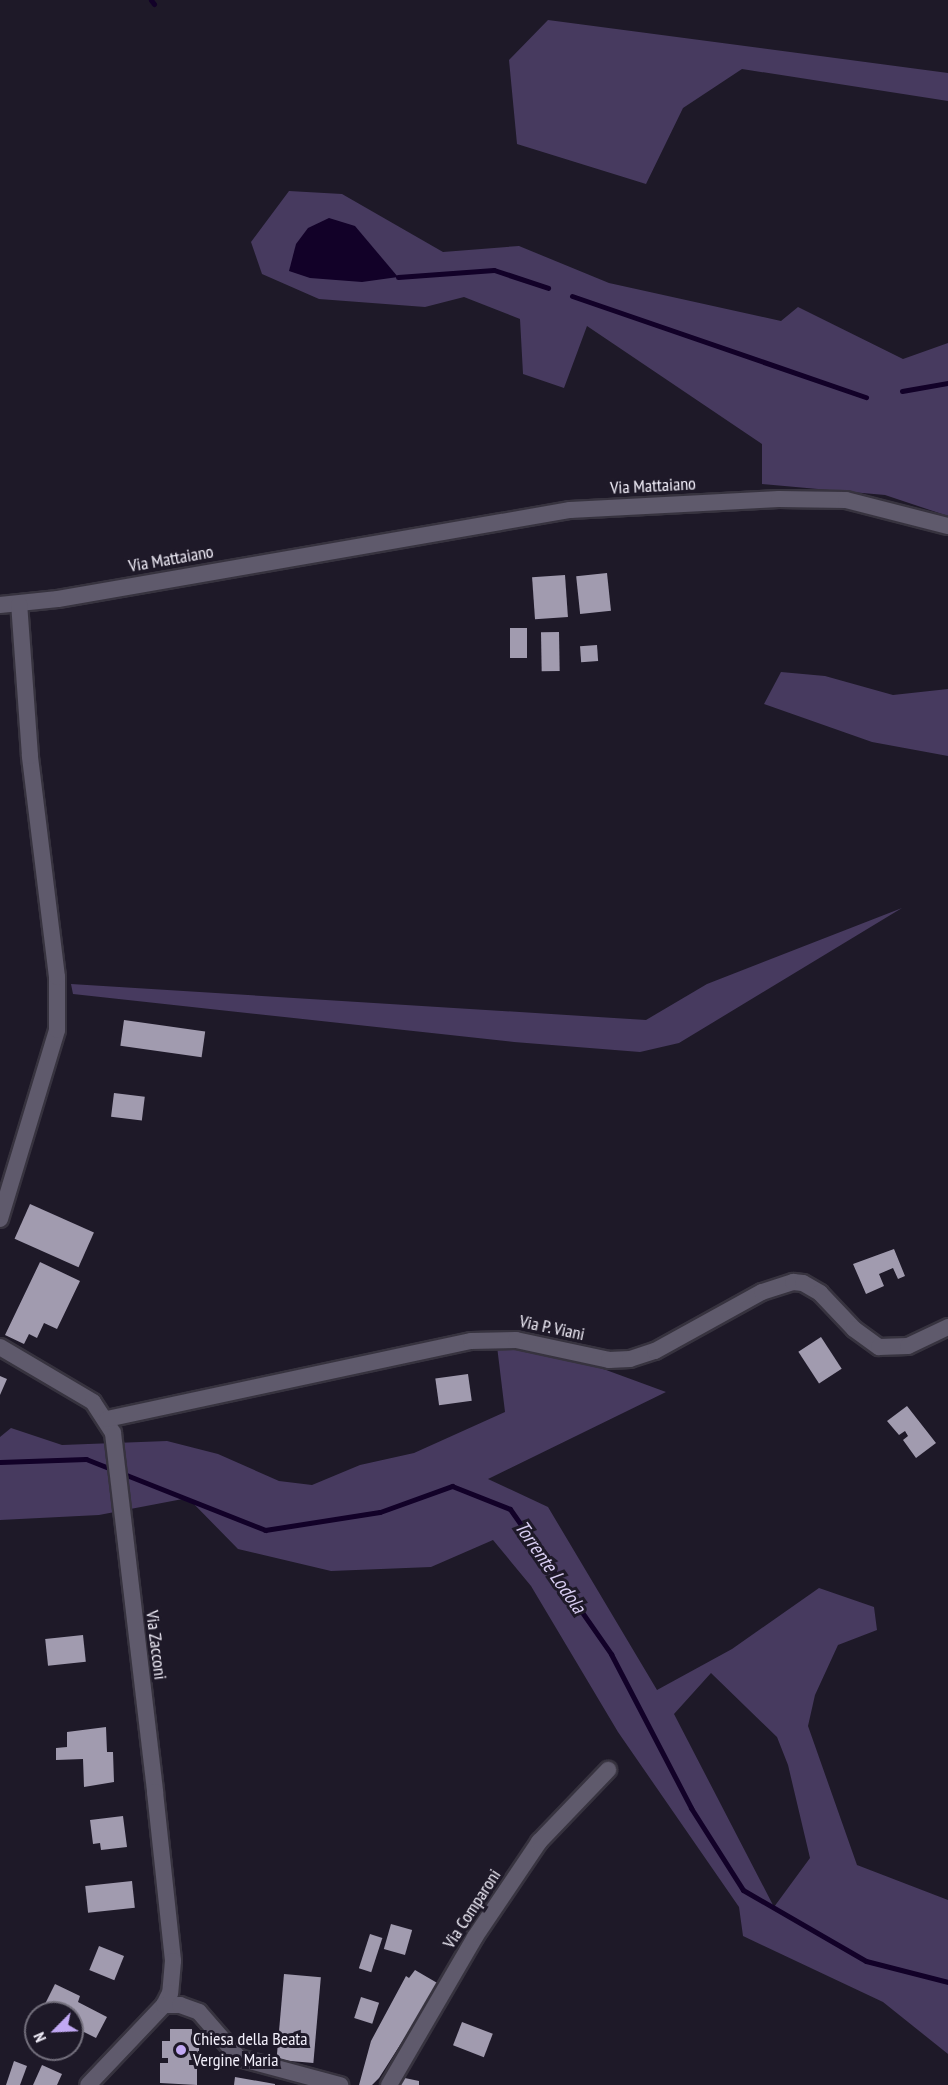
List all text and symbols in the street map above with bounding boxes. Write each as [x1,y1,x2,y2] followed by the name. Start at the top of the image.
[610,473,696,499] street label: Via Mattaiano
[127,541,215,577] street label: Via Mattaiano
[517,1310,587,1346] street label: Via P. Viani
[509,1516,591,1618] water label: Torrente Lodola
[141,1609,171,1681] street label: Via Zacconi
[438,1865,506,1953] street label: Via Comparoni
[24,2001,84,2061] north arrow
[193,2029,307,2072] place label: Chiesa della Beata Vergine Maria
[28,2030,50,2046] text: N
[174,2043,188,2057] marker: Chiesa della Beata Vergine Maria

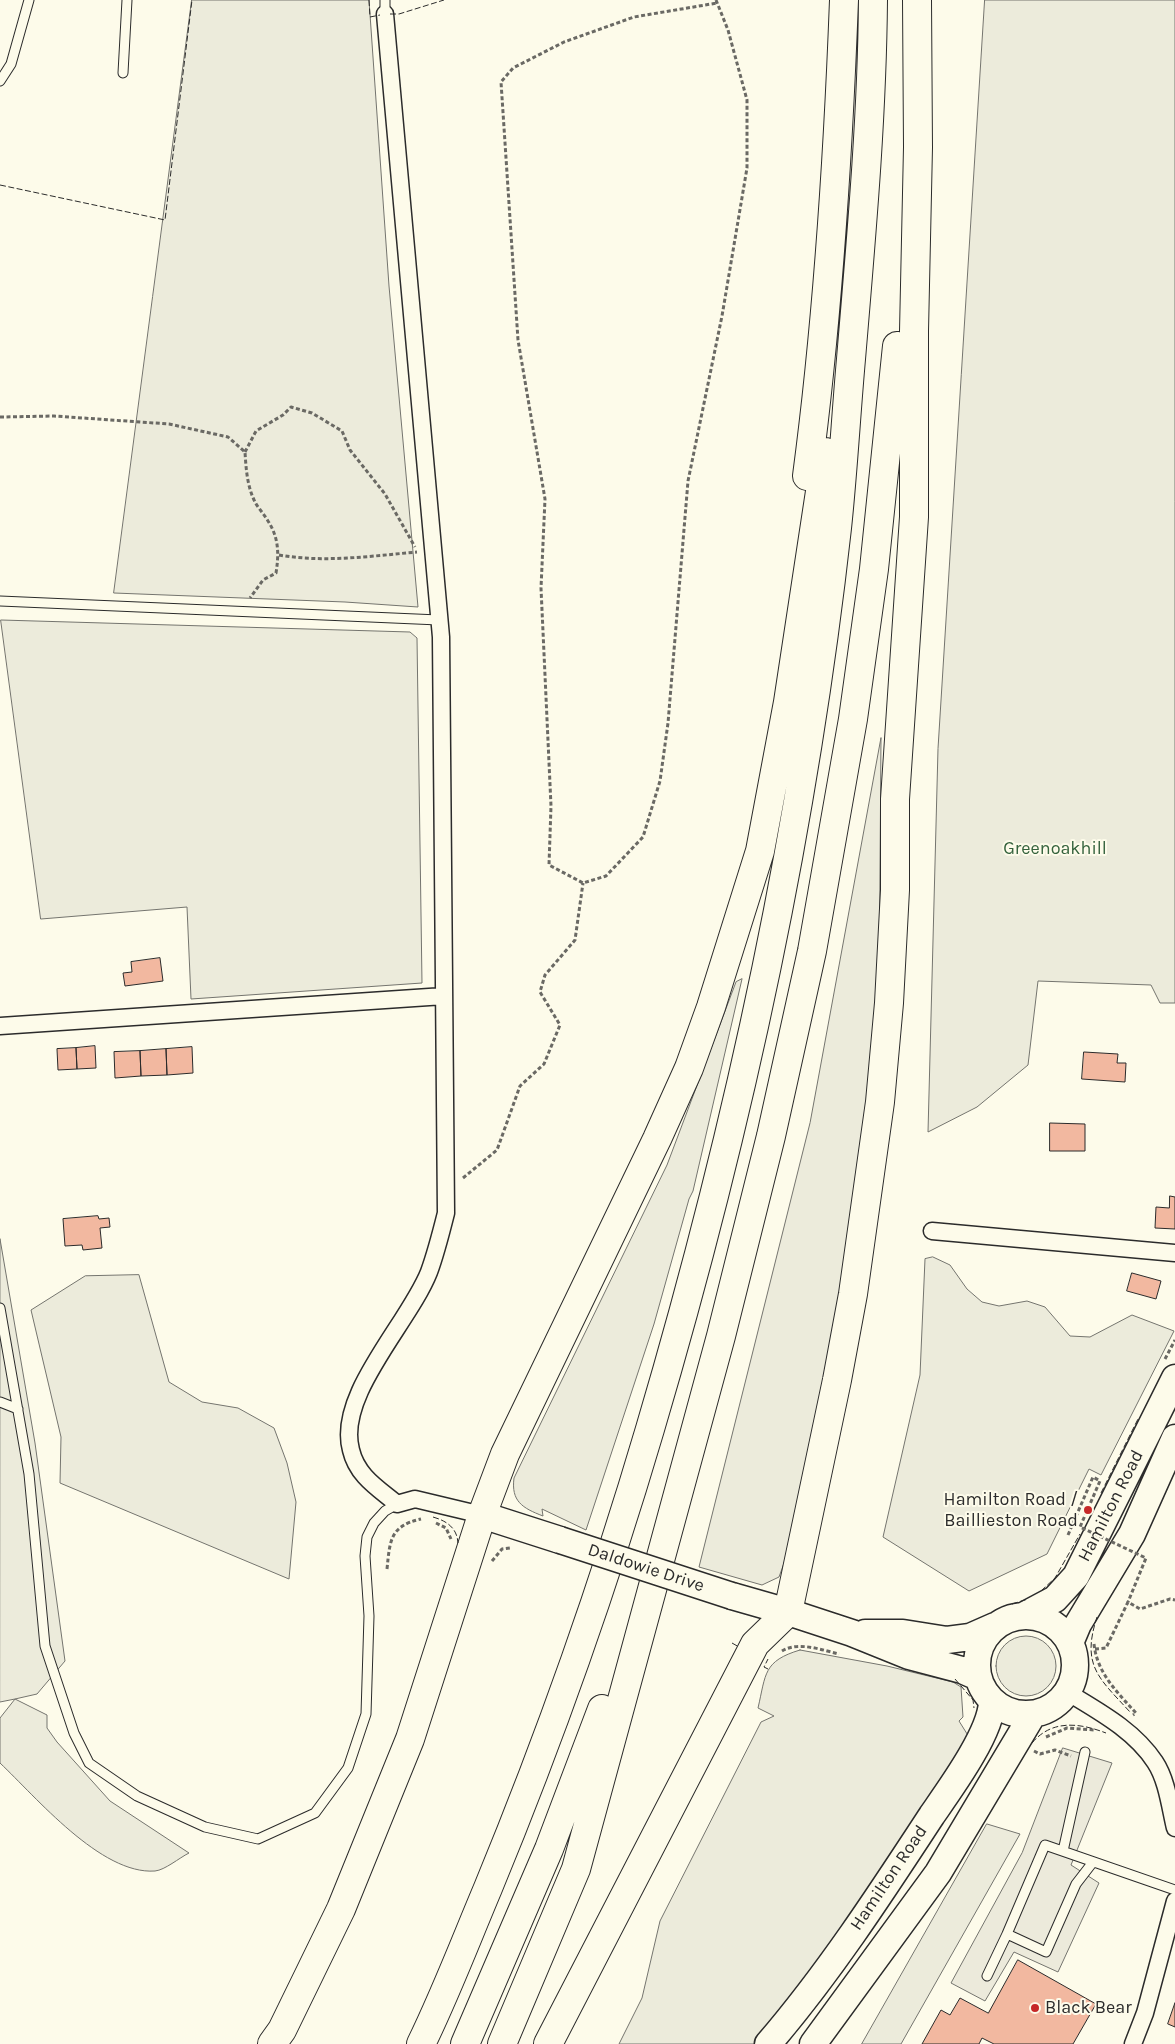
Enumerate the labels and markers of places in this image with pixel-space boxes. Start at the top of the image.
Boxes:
place label: Hamilton Road / Baillieston Road [944,1489,1078,1532]
marker: Hamilton Road / Baillieston Road [1082,1504,1094,1516]
place label: Black Bear [1045,1997,1132,2019]
marker: Black Bear [1029,2002,1041,2014]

####################

TRY IT: From the line holding "Enumerate the labels" to the last line of the entries above, restate each line exactly; include both ends and omit everything else.

SOLUTION:
Enumerate the labels and markers of places in this image with pixel-space boxes. Start at the top of the image.
Boxes:
place label: Hamilton Road / Baillieston Road [944,1489,1078,1532]
marker: Hamilton Road / Baillieston Road [1082,1504,1094,1516]
place label: Black Bear [1045,1997,1132,2019]
marker: Black Bear [1029,2002,1041,2014]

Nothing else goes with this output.